STORED DATA:
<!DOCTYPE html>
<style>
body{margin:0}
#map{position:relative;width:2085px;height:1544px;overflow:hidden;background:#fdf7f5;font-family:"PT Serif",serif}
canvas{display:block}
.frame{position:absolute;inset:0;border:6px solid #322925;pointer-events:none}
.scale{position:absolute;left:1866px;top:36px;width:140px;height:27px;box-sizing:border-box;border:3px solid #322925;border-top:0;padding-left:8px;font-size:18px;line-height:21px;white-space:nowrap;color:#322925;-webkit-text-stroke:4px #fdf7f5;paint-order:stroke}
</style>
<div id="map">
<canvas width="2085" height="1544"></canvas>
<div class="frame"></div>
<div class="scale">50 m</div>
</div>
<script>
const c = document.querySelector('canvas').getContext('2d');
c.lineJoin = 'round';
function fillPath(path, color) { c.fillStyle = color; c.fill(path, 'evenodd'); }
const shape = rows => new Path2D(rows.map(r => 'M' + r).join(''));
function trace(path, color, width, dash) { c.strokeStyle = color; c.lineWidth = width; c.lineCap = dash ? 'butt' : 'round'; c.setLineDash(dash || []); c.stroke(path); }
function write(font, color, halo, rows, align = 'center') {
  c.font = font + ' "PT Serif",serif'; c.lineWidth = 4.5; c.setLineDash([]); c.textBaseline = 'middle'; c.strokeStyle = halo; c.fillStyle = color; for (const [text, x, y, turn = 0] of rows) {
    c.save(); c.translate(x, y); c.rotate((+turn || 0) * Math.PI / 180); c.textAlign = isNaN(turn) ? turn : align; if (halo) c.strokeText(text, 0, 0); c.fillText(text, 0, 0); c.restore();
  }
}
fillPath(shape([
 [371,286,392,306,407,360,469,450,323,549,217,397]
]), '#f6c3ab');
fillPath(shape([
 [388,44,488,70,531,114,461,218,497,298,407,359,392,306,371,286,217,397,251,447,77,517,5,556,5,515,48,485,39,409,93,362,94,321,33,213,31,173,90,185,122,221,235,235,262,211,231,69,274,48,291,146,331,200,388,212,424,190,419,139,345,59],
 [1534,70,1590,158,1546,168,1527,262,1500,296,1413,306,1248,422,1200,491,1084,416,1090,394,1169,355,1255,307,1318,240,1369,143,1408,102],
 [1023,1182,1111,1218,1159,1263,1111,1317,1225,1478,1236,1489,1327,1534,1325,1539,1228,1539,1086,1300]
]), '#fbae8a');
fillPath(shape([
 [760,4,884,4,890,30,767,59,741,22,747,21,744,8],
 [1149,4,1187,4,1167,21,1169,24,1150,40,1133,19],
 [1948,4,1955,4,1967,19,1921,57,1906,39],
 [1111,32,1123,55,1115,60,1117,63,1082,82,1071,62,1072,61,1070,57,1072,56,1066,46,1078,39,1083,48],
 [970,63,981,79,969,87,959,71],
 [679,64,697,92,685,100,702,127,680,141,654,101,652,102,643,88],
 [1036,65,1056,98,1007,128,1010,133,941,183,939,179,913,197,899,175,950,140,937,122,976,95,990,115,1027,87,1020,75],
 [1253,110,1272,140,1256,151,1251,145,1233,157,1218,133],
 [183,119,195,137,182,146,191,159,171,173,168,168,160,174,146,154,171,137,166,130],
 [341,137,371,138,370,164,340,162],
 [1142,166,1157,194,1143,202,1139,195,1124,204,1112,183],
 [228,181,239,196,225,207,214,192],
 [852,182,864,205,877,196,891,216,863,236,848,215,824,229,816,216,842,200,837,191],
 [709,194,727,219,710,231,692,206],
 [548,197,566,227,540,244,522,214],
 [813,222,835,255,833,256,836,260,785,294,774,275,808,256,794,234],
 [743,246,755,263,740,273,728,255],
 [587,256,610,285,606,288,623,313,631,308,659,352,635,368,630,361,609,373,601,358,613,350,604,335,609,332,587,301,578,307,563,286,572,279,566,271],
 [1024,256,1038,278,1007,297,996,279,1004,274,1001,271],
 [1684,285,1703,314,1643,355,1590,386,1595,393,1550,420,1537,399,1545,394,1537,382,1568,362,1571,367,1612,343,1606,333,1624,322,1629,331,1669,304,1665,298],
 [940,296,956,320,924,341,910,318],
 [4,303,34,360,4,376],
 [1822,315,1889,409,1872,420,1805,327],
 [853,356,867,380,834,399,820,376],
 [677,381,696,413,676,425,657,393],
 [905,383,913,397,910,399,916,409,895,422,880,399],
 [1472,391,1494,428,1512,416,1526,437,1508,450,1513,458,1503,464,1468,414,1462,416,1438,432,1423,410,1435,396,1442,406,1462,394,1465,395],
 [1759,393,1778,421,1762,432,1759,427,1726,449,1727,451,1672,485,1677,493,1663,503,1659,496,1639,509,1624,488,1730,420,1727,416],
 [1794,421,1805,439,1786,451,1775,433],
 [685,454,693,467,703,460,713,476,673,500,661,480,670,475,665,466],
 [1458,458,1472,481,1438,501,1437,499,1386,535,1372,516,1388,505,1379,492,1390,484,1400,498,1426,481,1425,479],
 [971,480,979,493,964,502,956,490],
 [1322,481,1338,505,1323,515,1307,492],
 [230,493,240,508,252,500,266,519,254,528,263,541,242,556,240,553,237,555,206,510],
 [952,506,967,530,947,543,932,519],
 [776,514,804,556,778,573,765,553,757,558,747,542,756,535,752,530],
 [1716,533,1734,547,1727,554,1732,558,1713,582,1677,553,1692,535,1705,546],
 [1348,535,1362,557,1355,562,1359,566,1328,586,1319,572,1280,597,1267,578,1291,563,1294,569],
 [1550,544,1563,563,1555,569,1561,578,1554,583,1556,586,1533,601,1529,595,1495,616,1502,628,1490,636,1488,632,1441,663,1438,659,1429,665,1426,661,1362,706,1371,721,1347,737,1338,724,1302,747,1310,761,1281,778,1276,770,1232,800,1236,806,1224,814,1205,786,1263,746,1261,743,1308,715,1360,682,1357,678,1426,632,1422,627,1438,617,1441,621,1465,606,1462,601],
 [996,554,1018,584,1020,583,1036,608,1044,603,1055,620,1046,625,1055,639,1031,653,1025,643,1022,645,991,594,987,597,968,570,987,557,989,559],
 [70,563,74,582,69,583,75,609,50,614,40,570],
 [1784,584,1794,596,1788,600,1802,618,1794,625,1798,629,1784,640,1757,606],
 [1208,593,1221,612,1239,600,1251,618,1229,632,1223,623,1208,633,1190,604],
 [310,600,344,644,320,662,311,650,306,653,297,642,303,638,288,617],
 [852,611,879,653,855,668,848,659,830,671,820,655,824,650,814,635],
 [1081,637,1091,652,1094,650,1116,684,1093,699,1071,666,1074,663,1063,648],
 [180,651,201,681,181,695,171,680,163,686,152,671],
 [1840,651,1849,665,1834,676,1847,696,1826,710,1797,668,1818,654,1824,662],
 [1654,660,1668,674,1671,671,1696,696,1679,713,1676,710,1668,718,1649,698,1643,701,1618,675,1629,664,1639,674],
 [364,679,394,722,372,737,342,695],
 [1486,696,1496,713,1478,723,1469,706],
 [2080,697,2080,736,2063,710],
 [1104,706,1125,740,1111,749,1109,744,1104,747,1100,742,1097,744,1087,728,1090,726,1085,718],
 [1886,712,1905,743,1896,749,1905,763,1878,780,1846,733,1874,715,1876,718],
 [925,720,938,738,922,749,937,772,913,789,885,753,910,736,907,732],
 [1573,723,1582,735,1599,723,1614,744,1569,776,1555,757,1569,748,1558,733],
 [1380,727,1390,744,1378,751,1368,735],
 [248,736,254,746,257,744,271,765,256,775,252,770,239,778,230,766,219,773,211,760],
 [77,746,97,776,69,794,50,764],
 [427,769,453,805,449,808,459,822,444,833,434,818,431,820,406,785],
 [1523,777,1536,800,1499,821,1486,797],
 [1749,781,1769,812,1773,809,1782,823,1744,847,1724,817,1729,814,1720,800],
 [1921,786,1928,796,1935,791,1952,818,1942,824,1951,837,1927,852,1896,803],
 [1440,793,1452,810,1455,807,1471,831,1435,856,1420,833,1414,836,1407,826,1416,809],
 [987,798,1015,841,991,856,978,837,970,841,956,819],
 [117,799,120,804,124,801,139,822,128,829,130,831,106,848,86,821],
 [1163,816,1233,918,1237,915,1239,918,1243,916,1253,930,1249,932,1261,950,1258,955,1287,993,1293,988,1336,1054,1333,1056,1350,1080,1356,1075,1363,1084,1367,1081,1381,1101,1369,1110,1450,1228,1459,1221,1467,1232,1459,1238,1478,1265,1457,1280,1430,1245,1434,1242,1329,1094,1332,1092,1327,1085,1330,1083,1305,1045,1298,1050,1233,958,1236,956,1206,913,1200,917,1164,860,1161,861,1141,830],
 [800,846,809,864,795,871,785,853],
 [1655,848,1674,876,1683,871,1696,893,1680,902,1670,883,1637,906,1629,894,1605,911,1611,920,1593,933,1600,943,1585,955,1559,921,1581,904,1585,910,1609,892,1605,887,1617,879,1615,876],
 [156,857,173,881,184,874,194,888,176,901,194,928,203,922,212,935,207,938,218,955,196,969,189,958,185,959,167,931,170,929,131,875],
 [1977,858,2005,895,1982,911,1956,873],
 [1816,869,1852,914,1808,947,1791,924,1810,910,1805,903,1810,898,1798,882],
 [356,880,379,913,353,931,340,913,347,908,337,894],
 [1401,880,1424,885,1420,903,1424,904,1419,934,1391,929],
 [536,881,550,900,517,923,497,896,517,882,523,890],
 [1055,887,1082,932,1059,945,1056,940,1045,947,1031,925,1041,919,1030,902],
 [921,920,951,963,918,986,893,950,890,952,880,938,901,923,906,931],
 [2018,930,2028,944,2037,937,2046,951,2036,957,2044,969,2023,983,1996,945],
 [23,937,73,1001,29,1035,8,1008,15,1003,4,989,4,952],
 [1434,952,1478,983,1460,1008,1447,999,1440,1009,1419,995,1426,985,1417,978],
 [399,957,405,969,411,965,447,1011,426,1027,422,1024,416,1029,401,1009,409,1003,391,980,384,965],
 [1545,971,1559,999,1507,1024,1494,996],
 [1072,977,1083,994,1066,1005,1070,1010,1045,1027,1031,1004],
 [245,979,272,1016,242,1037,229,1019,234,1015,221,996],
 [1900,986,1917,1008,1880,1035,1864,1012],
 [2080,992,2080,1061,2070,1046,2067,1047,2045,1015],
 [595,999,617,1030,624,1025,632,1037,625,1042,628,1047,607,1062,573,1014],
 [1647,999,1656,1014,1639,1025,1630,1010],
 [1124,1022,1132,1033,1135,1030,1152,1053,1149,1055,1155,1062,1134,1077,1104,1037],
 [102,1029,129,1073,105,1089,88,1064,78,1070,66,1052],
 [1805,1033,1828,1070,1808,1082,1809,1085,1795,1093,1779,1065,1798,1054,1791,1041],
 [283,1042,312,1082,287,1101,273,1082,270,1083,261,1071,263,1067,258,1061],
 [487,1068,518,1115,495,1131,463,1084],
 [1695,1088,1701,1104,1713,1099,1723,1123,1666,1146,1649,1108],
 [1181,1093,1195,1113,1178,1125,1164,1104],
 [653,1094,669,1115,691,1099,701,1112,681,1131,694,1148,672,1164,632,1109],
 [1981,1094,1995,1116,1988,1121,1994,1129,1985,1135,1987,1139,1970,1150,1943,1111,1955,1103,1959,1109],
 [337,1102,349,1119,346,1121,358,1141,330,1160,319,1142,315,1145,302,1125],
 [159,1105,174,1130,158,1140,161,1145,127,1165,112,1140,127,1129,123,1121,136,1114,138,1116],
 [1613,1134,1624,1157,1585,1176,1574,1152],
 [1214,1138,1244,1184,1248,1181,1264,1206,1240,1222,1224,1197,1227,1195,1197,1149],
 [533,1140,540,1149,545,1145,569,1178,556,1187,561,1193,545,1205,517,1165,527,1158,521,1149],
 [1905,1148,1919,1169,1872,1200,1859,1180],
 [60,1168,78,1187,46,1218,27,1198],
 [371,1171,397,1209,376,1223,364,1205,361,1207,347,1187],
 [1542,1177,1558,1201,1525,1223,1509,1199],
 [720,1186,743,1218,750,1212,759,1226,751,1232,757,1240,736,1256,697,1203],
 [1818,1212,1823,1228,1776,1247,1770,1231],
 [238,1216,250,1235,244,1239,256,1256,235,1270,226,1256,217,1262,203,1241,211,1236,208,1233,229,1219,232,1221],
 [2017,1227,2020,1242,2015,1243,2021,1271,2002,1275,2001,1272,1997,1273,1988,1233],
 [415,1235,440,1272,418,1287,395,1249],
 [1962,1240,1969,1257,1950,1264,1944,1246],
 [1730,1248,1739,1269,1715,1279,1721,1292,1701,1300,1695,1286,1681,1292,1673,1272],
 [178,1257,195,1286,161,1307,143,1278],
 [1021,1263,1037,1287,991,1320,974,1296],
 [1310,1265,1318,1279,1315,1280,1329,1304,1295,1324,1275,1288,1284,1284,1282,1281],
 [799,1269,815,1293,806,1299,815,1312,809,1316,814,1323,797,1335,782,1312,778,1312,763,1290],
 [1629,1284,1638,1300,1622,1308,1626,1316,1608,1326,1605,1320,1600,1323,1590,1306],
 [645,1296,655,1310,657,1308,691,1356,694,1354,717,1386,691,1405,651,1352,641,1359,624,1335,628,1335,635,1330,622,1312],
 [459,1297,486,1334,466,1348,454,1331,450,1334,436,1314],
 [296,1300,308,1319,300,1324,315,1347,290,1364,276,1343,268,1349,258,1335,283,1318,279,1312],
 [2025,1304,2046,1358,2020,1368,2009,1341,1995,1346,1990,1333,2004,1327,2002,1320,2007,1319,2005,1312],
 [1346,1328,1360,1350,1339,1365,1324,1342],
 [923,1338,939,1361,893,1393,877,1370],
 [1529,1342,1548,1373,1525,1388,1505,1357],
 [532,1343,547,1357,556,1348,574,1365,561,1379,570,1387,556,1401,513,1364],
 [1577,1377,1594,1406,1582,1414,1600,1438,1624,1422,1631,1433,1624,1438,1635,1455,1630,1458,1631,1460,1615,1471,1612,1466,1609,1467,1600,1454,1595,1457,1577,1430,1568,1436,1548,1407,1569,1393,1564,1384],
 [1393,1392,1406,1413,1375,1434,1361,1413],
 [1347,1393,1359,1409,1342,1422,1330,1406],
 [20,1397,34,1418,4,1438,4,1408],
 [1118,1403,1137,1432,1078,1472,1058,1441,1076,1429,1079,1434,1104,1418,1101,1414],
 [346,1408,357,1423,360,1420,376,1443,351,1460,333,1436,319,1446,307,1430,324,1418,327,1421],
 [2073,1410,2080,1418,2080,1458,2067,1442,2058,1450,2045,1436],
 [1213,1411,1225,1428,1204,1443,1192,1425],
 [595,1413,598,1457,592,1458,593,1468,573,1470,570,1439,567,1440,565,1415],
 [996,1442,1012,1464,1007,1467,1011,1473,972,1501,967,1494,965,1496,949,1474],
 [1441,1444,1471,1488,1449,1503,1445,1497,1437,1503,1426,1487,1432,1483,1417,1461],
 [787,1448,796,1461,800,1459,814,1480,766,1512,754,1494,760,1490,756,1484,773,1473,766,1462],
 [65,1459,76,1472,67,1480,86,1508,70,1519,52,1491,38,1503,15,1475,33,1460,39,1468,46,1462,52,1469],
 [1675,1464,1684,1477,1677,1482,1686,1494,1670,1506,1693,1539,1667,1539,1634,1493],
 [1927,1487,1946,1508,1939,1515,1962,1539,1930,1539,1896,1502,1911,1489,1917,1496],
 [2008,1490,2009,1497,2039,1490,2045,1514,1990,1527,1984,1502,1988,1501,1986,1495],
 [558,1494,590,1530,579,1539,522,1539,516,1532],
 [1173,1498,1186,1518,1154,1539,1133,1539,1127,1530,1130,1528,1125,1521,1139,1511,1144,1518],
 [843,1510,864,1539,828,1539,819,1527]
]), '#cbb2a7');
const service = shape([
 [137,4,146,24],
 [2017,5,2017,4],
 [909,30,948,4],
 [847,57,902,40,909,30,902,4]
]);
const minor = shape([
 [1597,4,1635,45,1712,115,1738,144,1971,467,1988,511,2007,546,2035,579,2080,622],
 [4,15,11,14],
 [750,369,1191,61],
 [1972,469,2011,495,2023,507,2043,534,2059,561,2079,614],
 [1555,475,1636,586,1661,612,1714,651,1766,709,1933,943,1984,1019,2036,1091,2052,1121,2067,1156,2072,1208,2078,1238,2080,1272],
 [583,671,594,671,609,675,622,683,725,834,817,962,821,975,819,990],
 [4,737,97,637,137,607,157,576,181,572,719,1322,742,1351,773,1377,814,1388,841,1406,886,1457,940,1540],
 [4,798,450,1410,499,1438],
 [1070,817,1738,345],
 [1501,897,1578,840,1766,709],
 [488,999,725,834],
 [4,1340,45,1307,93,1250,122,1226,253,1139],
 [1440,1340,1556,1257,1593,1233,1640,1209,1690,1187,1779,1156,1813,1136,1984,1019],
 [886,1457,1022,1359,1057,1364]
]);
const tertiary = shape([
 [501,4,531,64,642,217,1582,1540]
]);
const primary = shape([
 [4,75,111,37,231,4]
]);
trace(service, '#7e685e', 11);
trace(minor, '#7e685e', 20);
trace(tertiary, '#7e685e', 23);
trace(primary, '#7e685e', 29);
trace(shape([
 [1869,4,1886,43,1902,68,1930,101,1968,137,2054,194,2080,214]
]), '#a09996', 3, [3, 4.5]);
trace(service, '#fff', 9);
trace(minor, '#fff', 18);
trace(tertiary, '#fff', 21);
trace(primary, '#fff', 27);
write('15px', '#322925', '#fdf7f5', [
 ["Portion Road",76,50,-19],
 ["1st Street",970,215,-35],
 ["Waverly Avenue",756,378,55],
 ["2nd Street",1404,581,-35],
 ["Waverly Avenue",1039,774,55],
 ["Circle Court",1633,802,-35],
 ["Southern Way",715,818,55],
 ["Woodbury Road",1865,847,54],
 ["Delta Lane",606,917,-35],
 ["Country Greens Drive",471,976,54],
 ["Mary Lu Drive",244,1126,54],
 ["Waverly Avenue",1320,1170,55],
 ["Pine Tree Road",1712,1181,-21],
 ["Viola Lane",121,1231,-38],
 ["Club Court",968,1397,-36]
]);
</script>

WHAT TO WORK ON:
Write out exactly the lines between the start of the entries and the line containing "const shape = rows", including that line and the first one.

SOLVED EXERCISE:
<!DOCTYPE html>
<style>
body{margin:0}
#map{position:relative;width:2085px;height:1544px;overflow:hidden;background:#fdf7f5;font-family:"PT Serif",serif}
canvas{display:block}
.frame{position:absolute;inset:0;border:6px solid #322925;pointer-events:none}
.scale{position:absolute;left:1866px;top:36px;width:140px;height:27px;box-sizing:border-box;border:3px solid #322925;border-top:0;padding-left:8px;font-size:18px;line-height:21px;white-space:nowrap;color:#322925;-webkit-text-stroke:4px #fdf7f5;paint-order:stroke}
</style>
<div id="map">
<canvas width="2085" height="1544"></canvas>
<div class="frame"></div>
<div class="scale">50 m</div>
</div>
<script>
const c = document.querySelector('canvas').getContext('2d');
c.lineJoin = 'round';
function fillPath(path, color) { c.fillStyle = color; c.fill(path, 'evenodd'); }
const shape = rows => new Path2D(rows.map(r => 'M' + r).join(''));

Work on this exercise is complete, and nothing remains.